## What the task asks
Return each entry word for word and skip its pictures.
▶
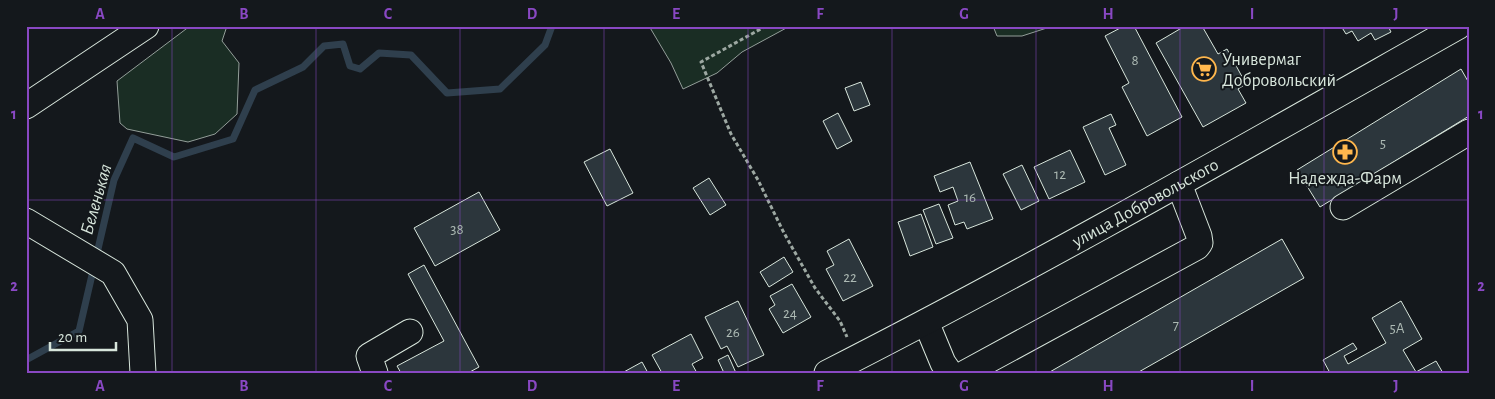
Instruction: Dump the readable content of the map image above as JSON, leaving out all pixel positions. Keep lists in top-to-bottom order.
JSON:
{
  "streets": {
    "street": ["улица Добровольского"]
  },
  "water": ["Беленькая"],
  "places": {
    "supermarket": ["Универмаг Добровольский"],
    "pharmacy": ["Надежда-Фарм"]
  },
  "house_numbers": [
    "8",
    "5",
    "12",
    "16",
    "38",
    "22",
    "24",
    "7",
    "5А",
    "26"
  ],
  "scale_bar": "20 m",
  "grid": {
    "columns": [
      "A",
      "B",
      "C",
      "D",
      "E",
      "F",
      "G",
      "H",
      "I",
      "J"
    ],
    "rows": ["1", "2"]
  }
}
◀
## Solution for this exercise
Instruction: Dump the readable content of the map image above as JSON, leaving out all pixel positions. Keep lists in top-to-bottom order.
JSON:
{
  "streets": {
    "street": ["улица Добровольского"]
  },
  "water": ["Беленькая"],
  "places": {
    "supermarket": ["Универмаг Добровольский"],
    "pharmacy": ["Надежда-Фарм"]
  },
  "house_numbers": [
    "8",
    "5",
    "12",
    "16",
    "38",
    "22",
    "24",
    "7",
    "5А",
    "26"
  ],
  "scale_bar": "20 m",
  "grid": {
    "columns": [
      "A",
      "B",
      "C",
      "D",
      "E",
      "F",
      "G",
      "H",
      "I",
      "J"
    ],
    "rows": ["1", "2"]
  }
}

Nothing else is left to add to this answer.